Para considerar la propuesta de la OCDE, lo primero es precisar a qué tipo de impuestos a la renta se aplicaría. En todo el mundo, incluido Uruguay, existen básicamente dos grandes clases de impuestos a las rentas: unos que se aplican a las rentas de las actividades empresariales (en Uruguay se trata del impuesto a las rentas de las actividades económicas, IRAE), casi siempre con tasas fijas sobre la renta neta (en Uruguay, 25%), y otros son impuestos a las personas físicas que se aplican por las rentas que no derivan directamente de una actividad empresarial (en Uruguay, el impuesto a las rentas de las personas físicas, IRPF). Estos últimos impuestos alcanzan diferentes rentas: salarios, alquileres, intereses por depósitos, y también las utilidades de las empresas una vez que son retiradas por los socios o accionistas, si se trata de una sociedad comercial. Con variantes, este esquema se reitera en casi todo el mundo.
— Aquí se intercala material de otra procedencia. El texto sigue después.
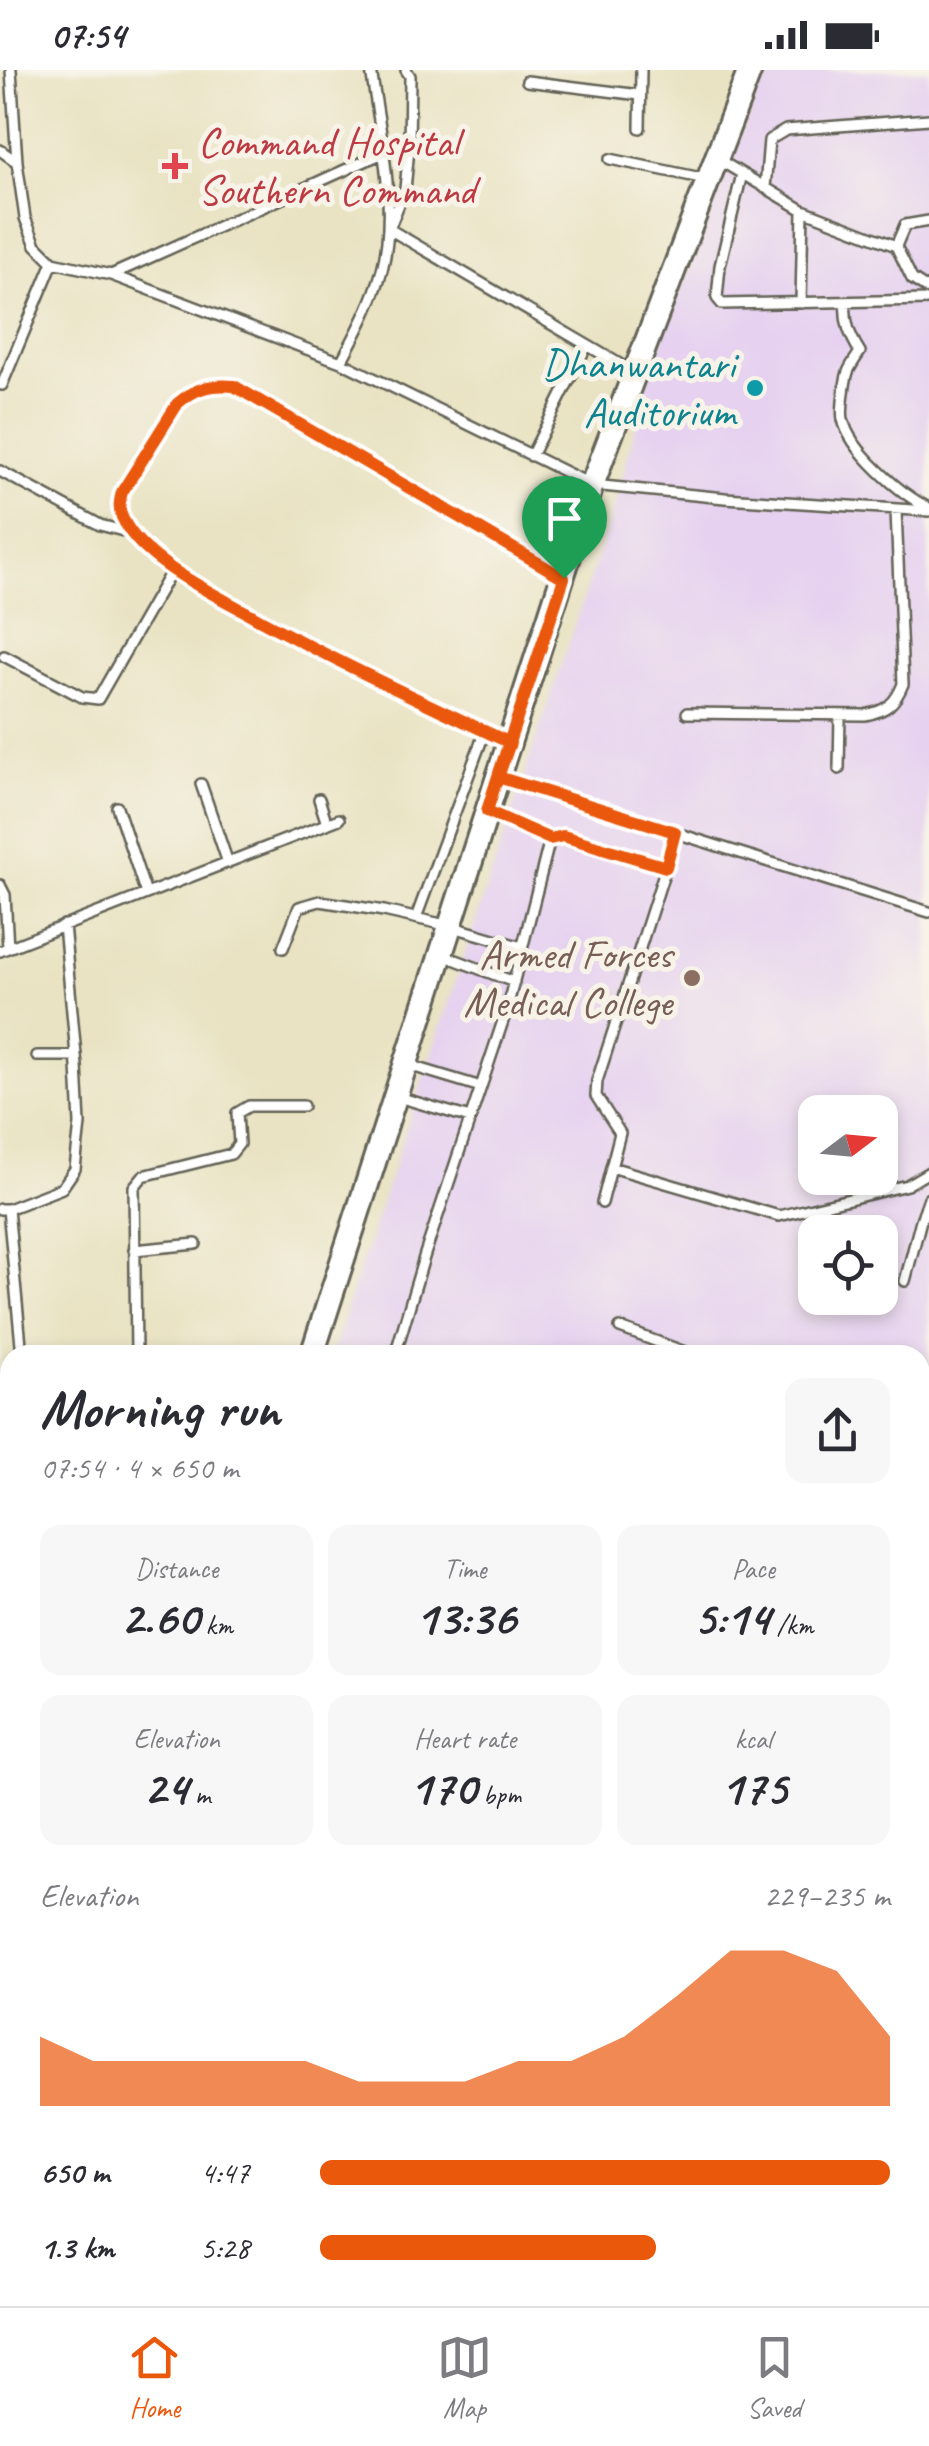 <!DOCTYPE html>
<meta charset="utf-8">
<style>
:root{--surface:#fff;--page:#f7f7f7;--text:#2b2b33;--muted:#7c7c81;--line:#e1e1e2;--accent:#ea580c}
body{margin:0;font-family:Caveat,sans-serif;background:var(--page);color:var(--text);height:100vh;display:flex;flex-direction:column;font-size:38px;white-space:nowrap}
*{box-sizing:border-box;margin:0}
p{font-size:32px;color:var(--muted)}
.icon{flex:none;width:55px;height:55px;fill:none;stroke:currentColor;stroke-width:2;stroke-linecap:round;stroke-linejoin:round}
.map{position:relative;flex:1;overflow:hidden}
.sheet{position:absolute;left:0px;top:1275px;width:930px;height:962px;display:flex;flex-direction:column;background:var(--surface);border-radius:30px 30px 0 0;box-shadow:0 5px 15px #0003}
.sheet>*{flex:none}
.needle{width:65px;rotate:74deg}
.tools{position:absolute;left:798px;top:1025px;display:grid;gap:20px}
.tools a{display:grid;place-items:center;width:100px;height:100px;border-radius:20px;background:var(--surface);box-shadow:0 5px 15px #0003;font-size:50px}
.pin{position:absolute;display:grid;place-items:center;width:85px;height:85px;color:#fff;margin:-102px -42px;border-radius:50% 50% 50% 0;rotate:-45deg;box-shadow:0 0 10px #0007}
.pin .icon{rotate:45deg}
.round{display:grid;place-items:center;flex:none;width:105px;height:105px;border-radius:20px;background:var(--page)}
.summary{display:flex;align-items:center;justify-content:space-between;height:170px;padding:0 40px}
h1{font-size:55px;font-weight:700;line-height:75px}
.figures{display:grid;grid-template-columns:repeat(3,1fr);gap:15px;height:170px;padding:10px 40px}
.figures div{display:grid;align-content:center;border-radius:20px;background:var(--page);text-align:center}
.figures b{font-size:50px;font-weight:700}
.figures small{font-size:28px;font-weight:400}
.figures p{font-size:28px}
.chart{height:280px;padding:20px 40px}
.chart p{display:flex;justify-content:space-between}
.chart svg{width:100%;height:180px;margin-top:10px;fill:var(--accent);opacity:.7}
ul{padding:0 40px;list-style:none;font-size:32px}
li{display:grid;grid-template-columns:160px 120px 1fr;align-items:center;height:75px}
li i{height:25px;border-radius:12px;background:var(--accent)}
.status{display:flex;justify-content:space-between;align-items:center;height:70px;padding:0 50px;background:var(--surface);direction:ltr}
.status svg{height:28px;fill:currentColor}
.menu{display:flex;justify-content:space-around;align-items:center;height:140px;border-top:2px solid var(--line);background:var(--surface);font-size:28px;color:var(--muted)}
.menu a{display:grid;justify-items:center;gap:5px}
.menu .on{color:var(--accent)}
.map>svg:first-child{display:block}
.built{fill:#e6d2f0;fill-rule:evenodd}
.lines{fill:none;stroke-linecap:round;stroke-linejoin:round}
.lane-casing{stroke:#646256;stroke-width:14}
.street-casing{stroke:#646256;stroke-width:22}
.secondary-casing{stroke:#646256;stroke-width:28}
.lane{stroke:#fff;stroke-width:9}
.street{stroke:#fff;stroke-width:18}
.secondary{stroke:#fff;stroke-width:22}
.route-casing{stroke:#fff;stroke-width:20}
.route{stroke:#ea580c;stroke-width:12}
.health-dot{fill:#e0444e;stroke:#f7f3e8;stroke-width:4}
.culture-dot{fill:#0f9aa8;stroke:#f7f3e8;stroke-width:4}
.education-dot{fill:#8d6e63;stroke:#f7f3e8;stroke-width:4}
.labels{text-anchor:middle;dominant-baseline:central;stroke-width:10;stroke-linejoin:round;paint-order:stroke}
.health-label{font-size:42px;fill:#be3a42;stroke:#f7f3e8;text-anchor:start}
.culture-label{font-size:42px;fill:#0d838f;stroke:#f7f3e8;text-anchor:end}
.education-label{font-size:42px;fill:#785e54;stroke:#f7f3e8;text-anchor:end}
</style>
<div class="status"><b>07:54</b><svg viewBox="0 0 49 12"><path d="M0 12V9h3v3zM5 12V6h3v6zM10 12V3h3v9zM15 12V0h3v12zM26 1h20v11H26zM47 4h2v5h-2z"/></svg></div>
<div class="map">
<svg width="929" height="2236" viewBox="0 0 929 2236">
<rect width="100%" height="100%" fill="#f7f3e8"/>
<filter id="ink" filterUnits="userSpaceOnUse"><feTurbulence type="fractalNoise" baseFrequency=".01" numOctaves="2"/><feDisplacementMap in="SourceGraphic" scale="20" xChannelSelector="R" yChannelSelector="G"/><feConvolveMatrix kernelMatrix="1 2 1 2 8 2 1 2 1" color-interpolation-filters="sRGB"/></filter>
<filter id="wash" filterUnits="userSpaceOnUse"><feTurbulence type="fractalNoise" baseFrequency=".0048" numOctaves="4" result="noise"/><feDisplacementMap in="SourceGraphic" scale="40" xChannelSelector="R" yChannelSelector="G"/><feGaussianBlur stdDeviation="2.25" result="paint"/><feColorMatrix in="noise" values="0 0 0 0 0 0 0 0 0 0 0 0 0 0 0 0 0 1.4 0 .05"/><feComposite in="paint" operator="in"/></filter>
<g filter="url(#wash)">
<rect width="100%" height="100%" fill="#e9e3c3"/>
<path class="built" d="M766 0H929V2035L920 2033V1285H331L620 418 648 305ZM815 1042H880V1108H815ZM815 1162H880V1228H815Z"/>
</g>
<g filter="url(#ink)">
<g class="lines">
<defs>
<path id="lane" d="M11 0 17 92 25 148 36 175 53 192 111 205 383 83
M406 0 410 6 409 79 405 119 389 159 633 302
M527 11 640 25
M640 58 641 0
M0 80 17 92
M610 89 706 109
M719 90 803 140 896 176
M742 104 720 196 717 228 722 234 929 230
M765 118 769 70 786 60 929 49
M929 151 905 155 896 176 912 209 929 220
M111 205 341 292 592 415 725 428 929 441
M846 232C844 252 850 266 860 282 856 288 851 295 848 302 845 311 841 341 843 349 849 380 902 425 929 438
M801 233 803 140
M341 292C357 262 373 233 382 200 398 138 380 62 371 0
M2 315 53 192
M531 386 587 275
M0 401 100 455 131 463
M4 586 82 627 98 629 172 500
M687 643 865 645C886 641 895 634 903 614L896 440
M507 672C419 630 331 589 245 542 209 521 143 490 124 451 118 440 119 433 122 421L179 333C196 318 210 314 233 316L559 506
M839 699 840 645
M497 707 929 842
M201 714 228 793
M319 729 327 754
M117 737 146 824
M489 742 550 769 563 765 666 797
M0 815 5 825 8 878
M416 848 485 661
M283 878 299 837 320 831 384 841 450 856 522 877
M0 881 339 749
M443 885 514 912
M37 986H76
M408 995 481 1017
M398 1027 470 1048
M611 1097 779 1146 907 1115 929 1102
M602 1133 620 1063 596 1026 597 1011 666 797 675 762
M0 1139H8L22 1285
M8 1139 62 1118 75 1099 80 1054 77 996 64 855
M134 1180 196 1174
M905 1211 921 1150 929 1128
M620 1258 693 1285
M136 1285 134 1117 143 1106 231 1084 239 1074 237 1043 249 1036H303
M395 1285 425 1184 506 942 550 769
M0 1326 10 1324
M920 1488 929 1494
M0 1703 10 1704
M920 1707 929 1702
M920 1826V1844
M0 1834H10
M314 2236 315 2228
M469 2236 471 2228
M499 2236 502 2228"/>
<path id="street" d="M0 1992 9 1939
M0 2062 10 2063"/>
<path id="secondary" d="M312 1285 592 415 750 0
M0 1860H10
M0 1938 10 1940
M920 2073 929 2075"/>
</defs>
<use href="#lane" class="lane-casing"/>
<use href="#street" class="street-casing"/>
<use href="#secondary" class="secondary-casing"/>
<use href="#lane" class="lane"/>
<use href="#street" class="street"/>
<use href="#secondary" class="secondary"/>
</g>
</g>
<g class="lines" filter="url(#ink)">
<defs>
<path id="route" d="M564 508 234 316C210 314 196 318 178 333L122 422C119 433 118 440 124 451 143 490 210 522 246 542 332 590 421 631 510 673L498 707 675 762 666 797 563 766 550 769 487 741C511 663 539 586 564 508"/>
</defs>
<use href="#route" class="route-casing"/>
<use href="#route" class="route"/>
</g>
<path class="health-dot" d="M170 81h10v10h10v10h-10v10h-10v-10h-10v-10h10z"/>
<circle class="culture-dot" cx="755" cy="318" r="10"/>
<circle class="education-dot" cx="692" cy="908" r="10"/>
<g class="labels">
<g class="health-label">
<text x="198" y="72">Command Hospital<tspan x="198" dy="48">Southern Command</tspan></text>
</g>
<g class="culture-label">
<text x="735" y="294">Dhanwantari<tspan x="735" dy="48">Auditorium</tspan></text>
</g>
<g class="education-label">
<text x="672" y="884">Armed Forces<tspan x="672" dy="48">Medical College</tspan></text>
</g>
</g>
</svg>
<div class="tools">
<a><svg class="needle" viewBox="-14 -14 28 28"><path d="M0-13l5 13h-10z" fill="#e53935"/><path d="M0 13l5-13h-10z" fill="#7c7c81"/></svg></a>
<a><svg class="icon" aria-label="locate" viewBox="0 0 24 24"><circle cx="12" cy="12" r="6"/><path d="M12 2v4M12 18v4M2 12h4M18 12h4"/></svg></a>
</div>
<div class="pin" style="left:564px;top:508px;background:#1e9e55"><svg class="icon" aria-label="arrive" viewBox="0 0 24 24"><path d="M6 21V4h12l-3 4 3 4H6"/></svg></div>
<section class="sheet">
<div class="summary"><div><h1>Morning run</h1><p>07:54 · 4 × 650 m</p></div><a class="round"><svg class="icon" aria-label="share" viewBox="0 0 24 24"><path d="M12 15V3M7 8l5-5 5 5M5 13v7h14v-7"/></svg></a></div>
<div class="figures">
<div><p>Distance</p><b>2.60<small> km</small></b></div>
<div><p>Time</p><b>13:36</b></div>
<div><p>Pace</p><b>5:14<small> /km</small></b></div>
</div>
<div class="figures">
<div><p>Elevation</p><b>24<small> m</small></b></div>
<div><p>Heart rate</p><b>170<small> bpm</small></b></div>
<div><p>kcal</p><b>175</b></div>
</div>
<div class="chart"><p><span>Elevation</span>229–235 m</p>
<svg viewBox="0 0 160 44" preserveAspectRatio="none"><path d="M0 44V27L10 33L20 33L30 33L40 33L50 33L60 38L70 38L80 38L90 33L100 33L110 27L120 17L130 6L140 6L150 11L160 27V44z"/></svg>
</div>
<ul>
<li><b>650 m</b>4:47<i style="width:100%"></i></li>
<li><b>1.3 km</b>5:28<i style="width:59%"></i></li>
</ul>
</section>
</div>
<nav class="menu">
<a class="on"><svg class="icon" aria-label="home" viewBox="0 0 24 24"><path d="M3 11l9-7 9 7M6 9v11h12V9"/></svg>Home</a>
<a><svg class="icon" aria-label="map" viewBox="0 0 24 24"><path d="M3 6l6-2 6 2 6-2v14l-6 2-6-2-6 2zM9 4v14M15 6v14"/></svg>Map</a>
<a><svg class="icon" aria-label="saved" viewBox="0 0 24 24"><path d="M7 4h10v16l-5-4-5 4z"/></svg>Saved</a>
</nav>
El impuesto mínimo a la renta que impulsa la OCDE se propone exclusivamente para el primer grupo de impuestos: los que se aplican directamente sobre las empresas, no para los impuestos a las rentas de las personas físicas. Esto es un dato más que importante: no se trata de un “impuesto a las personas ricas”, sino de un “impuesto a las empresas grandes” o, mejor dicho, a las empresas gigantes. En efecto, la propuesta consiste en que las multinacionales que facturen por encima de 750 millones de dólares al año paguen, como mínimo, un impuesto a la renta empresarial de 15%. Hay muchos detalles más, pero en lo medular la propuesta se reduce a eso.
Otro dato importante es la identificación de los autores de la propuesta. Si bien volveré sobre el tema al final de la nota, digamos ya mismo que la iniciativa partió del gobierno de Estados Unidos, que la presentó al G20 y logró una aprobación relámpago en ese ámbito. Inmediatamente la propuesta fue presentada a la OCDE, que también la adoptó con una rapidez inédita. La OCDE es una entidad internacional que agrupa a todos los estados económica y políticamente dominantes del mundo (Estados Unidos, la Unión Europea, Japón, Canadá, etcétera) y a unos cuantos más que se fueron sumando con el tiempo, pero de la que no forman parte la mayor parte de los países del mundo. Por ejemplo, Uruguay y la mayoría de los estados de América Latina no son miembros de la OCDE. Supongo que el lector se preguntará a esta altura por qué Uruguay está involucrado en una medida impulsada por una organización de la que no es miembro, pero lo invito a diferir su intriga hasta el penúltimo punto de la nota.
Veamos ahora los argumentos que se exponen en el artículo de Viñales para impulsar el apoyo a esta propuesta.
¿Quién gana y quién pierde con el impuesto a la renta mínimo?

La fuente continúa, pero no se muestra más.